In January 2013, local media reported that TCL incurred MVR650 million (US$42 million) worth of losses as a result of Heavy Load not reclaiming the agreed 152 hectares of land within the granted six month period.

As a result of the issues flagged in the report, the audit office was “unable to obtain sufficient appropriate audit evidence to provide a basis for an audit opinion,” and subsequently did not express an opinion on TCL’s financial statement.

STELCO and MPL

In the audit report of STELCO for 2013, the audit office noted that while the company’s financial statements gave “a true and fair view” of its financial position, performance and cash flow as of December 31, 2013, Auditor General Niyaz Ibrahim qualified his opinion due to questions over the valuation of assets.
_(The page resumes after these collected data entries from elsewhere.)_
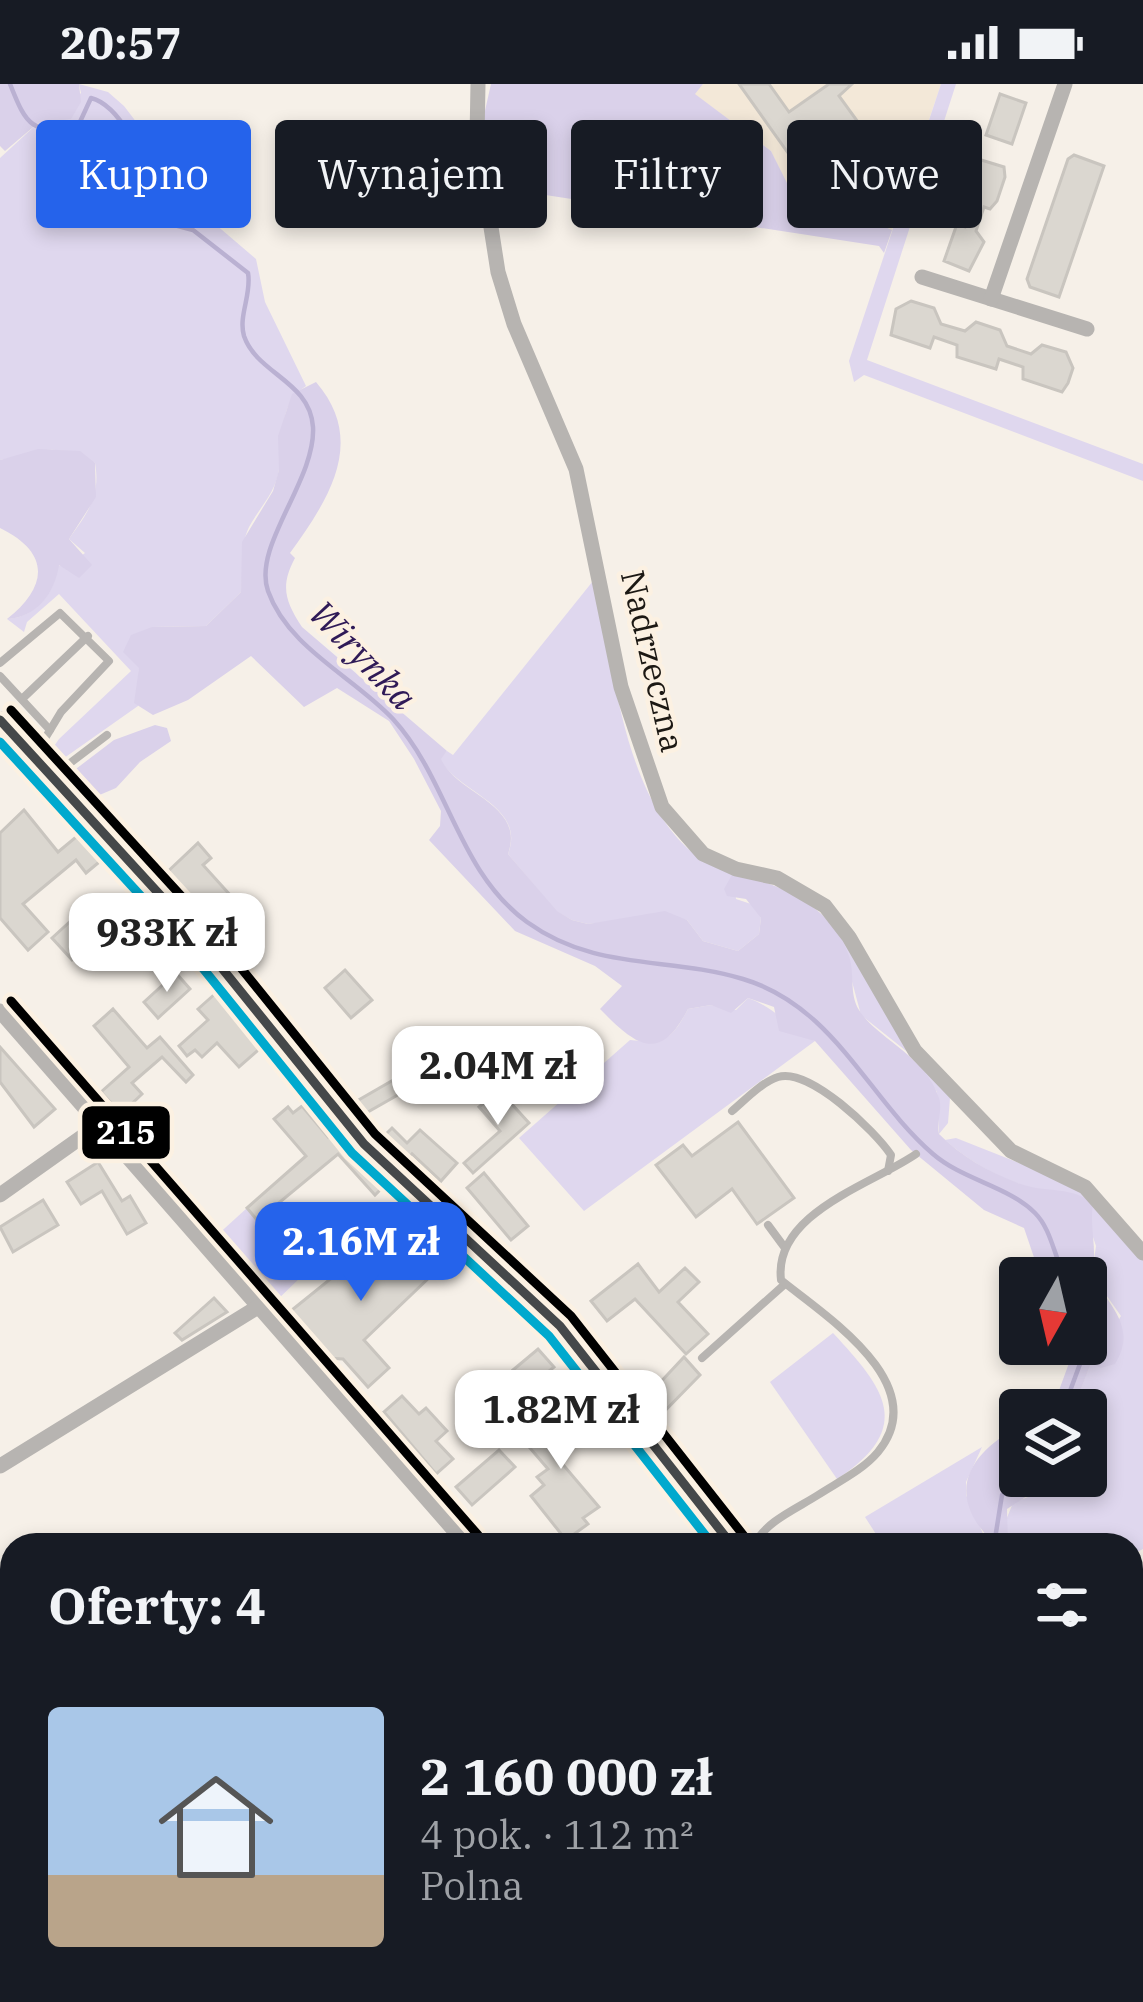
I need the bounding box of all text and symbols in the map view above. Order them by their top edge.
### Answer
text: 20:57 [60,13,182,71]
chip: Kupno [36,120,251,228]
chip: Wynajem [275,120,547,228]
chip: Filtry [571,120,763,228]
chip: Nowe [787,120,982,228]
street label: Nadrzeczna [612,566,695,756]
water label: Wirynka [300,590,427,720]
pin: 933K zł [56,893,278,995]
text: 933K zł [96,906,238,957]
pin: 2.04M zł [374,1026,622,1128]
text: 2.04M zł [419,1039,577,1090]
line badge: 215 [80,1104,172,1161]
text: 215 [96,1110,156,1153]
pin: 2.16M zł [237,1202,485,1304]
text: 2.16M zł [282,1215,440,1266]
north arrow [999,1257,1107,1365]
map controls [999,1257,1107,1497]
pin: 1.82M zł [437,1370,685,1472]
text: 1.82M zł [482,1383,640,1434]
button: layers [999,1389,1107,1497]
text: Oferty: 4 [48,1572,266,1638]
icon: filters [1029,1572,1095,1638]
text: 2 160 000 zł [420,1743,713,1809]
icon: home [144,1755,288,1899]
text: 4 pok. · 112 m² [420,1809,693,1860]
text: Polna [420,1860,524,1911]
The report explained that the government-owned company’s property, plant and equipment were revalued by an external valuer during 2011.

“Accordingly, the assets having net book value of MVR434,455,893 [US$28 million] as at 31 December 2011 were revalued for MVR847,932,997 [US$54 million] and a revaluation surplus of MVR413,477,104 was recognised in the books of account,” the report revealed.

However, it added, assets worth MVR26 million (US$1.6 million) were excluded from the revaluation report and “the company accounted these assets at their respective net book values based on historical cost,” which was in violation of international accounting standards.

Consequently, “in the absence of valuation of these assets,” auditors were unable to conclude that MVR15 million (US$972,762) included in the property, plant and equipment of MVR1.5 billion (US97 million) as well as a revaluation reserve of MVR314 million (US$20 million) in the balance sheet was “fairly stated.”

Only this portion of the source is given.